Stored data entries
########
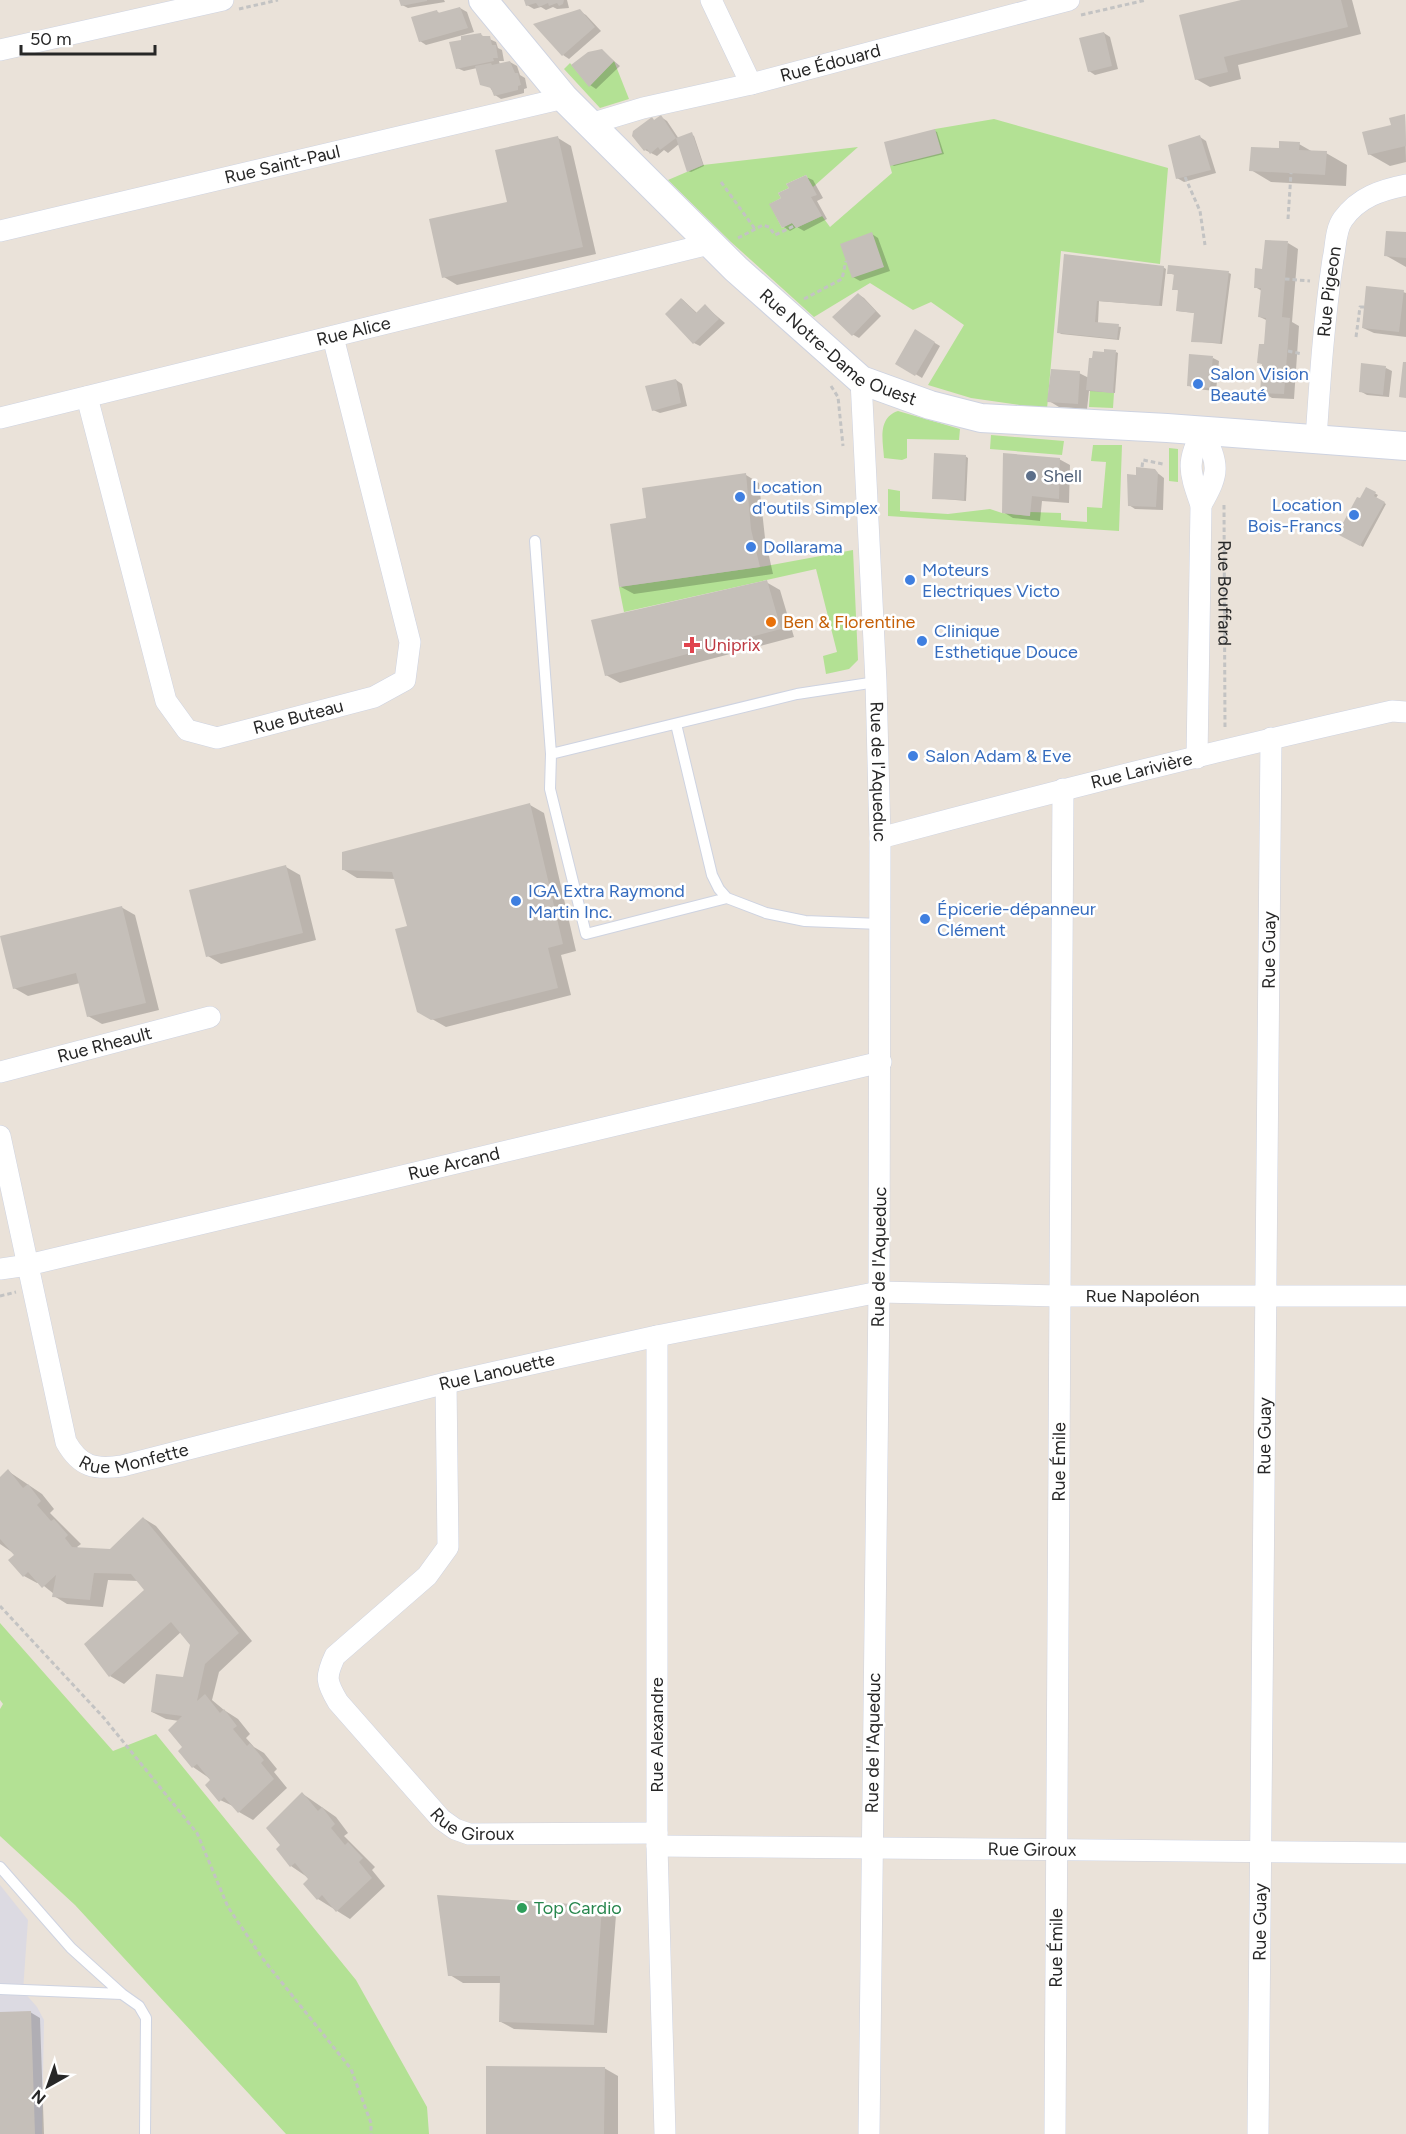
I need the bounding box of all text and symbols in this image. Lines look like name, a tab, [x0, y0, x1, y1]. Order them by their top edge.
scale bar	[21, 18, 154, 56]
text: 50 m	[30, 28, 72, 50]
street label: Rue Édouard	[778, 39, 883, 87]
street label: Rue Saint-Paul	[222, 140, 342, 189]
street label: Rue Pigeon	[1313, 245, 1346, 338]
street label: Rue Notre-Dame Ouest	[755, 284, 920, 410]
street label: Rue Alice	[314, 312, 393, 351]
place label: Salon Vision Beauté	[1210, 363, 1309, 406]
marker: Salon Vision Beauté	[1191, 377, 1205, 391]
place label: Shell	[1043, 465, 1082, 487]
marker: Shell	[1024, 469, 1038, 483]
place label: Location d'outils Simplex	[752, 476, 878, 519]
marker: Location d'outils Simplex	[733, 490, 747, 504]
place label: Location Bois-Francs	[1247, 494, 1342, 537]
marker: Location Bois-Francs	[1347, 508, 1361, 522]
place label: Dollarama	[763, 536, 843, 558]
marker: Dollarama	[744, 540, 758, 554]
street label: Rue Bouffard	[1213, 540, 1236, 646]
place label: Moteurs Electriques Victo	[922, 559, 1060, 602]
marker: Moteurs Electriques Victo	[903, 573, 917, 587]
place label: Ben & Florentine	[783, 611, 916, 633]
marker: Ben & Florentine	[764, 615, 778, 629]
place label: Clinique Esthetique Douce	[934, 620, 1078, 663]
place label: Uniprix	[704, 634, 761, 656]
marker: Clinique Esthetique Douce	[915, 634, 929, 648]
marker: Uniprix	[685, 638, 699, 652]
street label: Rue Buteau	[251, 694, 346, 739]
street label: Rue de l'Aqueduc	[865, 701, 891, 842]
place label: Salon Adam & Eve	[925, 745, 1072, 767]
street label: Rue Larivière	[1088, 747, 1195, 794]
marker: Salon Adam & Eve	[906, 749, 920, 763]
place label: IGA Extra Raymond Martin Inc.	[528, 880, 685, 923]
marker: IGA Extra Raymond Martin Inc.	[509, 894, 523, 908]
place label: Épicerie-dépanneur Clément	[937, 898, 1096, 941]
street label: Rue Guay	[1258, 910, 1280, 989]
marker: Épicerie-dépanneur Clément	[918, 912, 932, 926]
street label: Rue Rheault	[55, 1022, 154, 1068]
street label: Rue Arcand	[406, 1142, 502, 1185]
street label: Rue de l'Aqueduc	[867, 1186, 891, 1328]
street label: Rue Napoléon	[1085, 1285, 1200, 1307]
street label: Rue Lanouette	[437, 1348, 557, 1395]
street label: Rue Guay	[1253, 1396, 1276, 1475]
street label: Rue Émile	[1048, 1422, 1070, 1502]
street label: Rue Monfette	[75, 1438, 191, 1478]
street label: Rue de l'Aqueduc	[861, 1672, 885, 1814]
street label: Rue Alexandre	[646, 1677, 668, 1793]
street label: Rue Giroux	[425, 1803, 515, 1846]
street label: Rue Giroux	[988, 1838, 1077, 1861]
street label: Rue Guay	[1249, 1882, 1271, 1961]
place label: Top Cardio	[534, 1897, 622, 1919]
marker: Top Cardio	[515, 1901, 529, 1915]
street label: Rue Émile	[1045, 1908, 1067, 1988]
north arrow	[18, 2056, 78, 2116]
text: N	[28, 2086, 50, 2108]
########
> **Work order**
Only lines of the data holding the word "text" go in the answer. Please copy each of them.

> **Result of this task**
I need the bounding box of all text and symbols in this image. Lines look like name, a tab, [x0, y0, x1, y1]. Order them by their top edge.
text: 50 m	[30, 28, 72, 50]
text: N	[28, 2086, 50, 2108]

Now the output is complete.